Orelha
Quando Antonio K.valo, Gibran Teixeira e Thiago Jatobá se encontram para falar de música!
zoot woman – things are what they used to be
Categories: Electronica, Rock

Nos encontros quase semanais do Orelha, muitas vezes citamos nomes de bandas, projetos e músicas de que gostaríamos muito de falar. Um recorrente é o Zoot Woman, banda inglesa dos irmãos Blake e de Stuart Price (também conhecido como Jacques Lu Cont em seu projeto eterno Les Rythmes Digitales) que tem como base o electro pop da melhor qualidade aliado à eletrônica lá dos 70 e melodias harmoniosas na bela voz de Johnny Blake.

Depois de anos ouvindo repetidas vezes “It´s Automatic”, “Living in a Magazine”, “Grey Day”, a versão deles para “The Model” e mais tudo o que eles gravaram com esmero, já estava na hora de vir coisa nova. Eis que após 6 anos de espera surge um novo disco, Thing Are What They Used to Be.  O entusiasmo foi automático!  

Zoot WomanO primeiro single lançado foi “We Won´t Break”, com distorções e progamações típicas de Zoot Woman. Não impressiona, mas agrada. Faz você pensar: “Saudade deles…” O único momento que se sente uma certa “novidade” é no refrão que deixa claro a influência que Calvin Harris (produzido por Stuart Price) tem sobre os meninos de terno mood.
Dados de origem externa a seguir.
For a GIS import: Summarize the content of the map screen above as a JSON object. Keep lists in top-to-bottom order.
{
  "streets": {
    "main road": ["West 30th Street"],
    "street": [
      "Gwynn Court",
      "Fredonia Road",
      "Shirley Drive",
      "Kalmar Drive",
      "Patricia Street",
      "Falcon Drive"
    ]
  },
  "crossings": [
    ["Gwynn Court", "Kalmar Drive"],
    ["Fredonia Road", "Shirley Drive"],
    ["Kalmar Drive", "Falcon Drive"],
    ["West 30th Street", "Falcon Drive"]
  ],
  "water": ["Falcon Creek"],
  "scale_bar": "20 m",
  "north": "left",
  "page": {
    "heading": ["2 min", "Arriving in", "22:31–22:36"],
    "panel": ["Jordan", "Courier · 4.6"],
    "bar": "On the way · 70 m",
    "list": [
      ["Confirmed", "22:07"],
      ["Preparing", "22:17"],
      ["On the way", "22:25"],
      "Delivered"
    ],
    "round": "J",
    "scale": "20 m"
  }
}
O segundo single mantém a mesma vibração, emociona no refrão e aí a gente lembra porque a banda é tão popular na cena: suas letras são feitas pra cantar! “Lonely by Your Side”, que já tinha sido lançada pelo Azzido da Bass, com vocais do próprio Johnny Blake,  tem cara de hit pronto. (e bom!) A música que abre o disco, lançada no site deles após os dois singles, é talvez a mais animada, “pronta-pra-pista” da história deles. “Just a Friend of Mine” já é sucesso garantido; tem ombrinho, pula-cordinha e refrão com falsete.  Vale gritar pro DJ “Toca Zoot Woman!!” antes que vire versão remix de quinta em coletânea de verão.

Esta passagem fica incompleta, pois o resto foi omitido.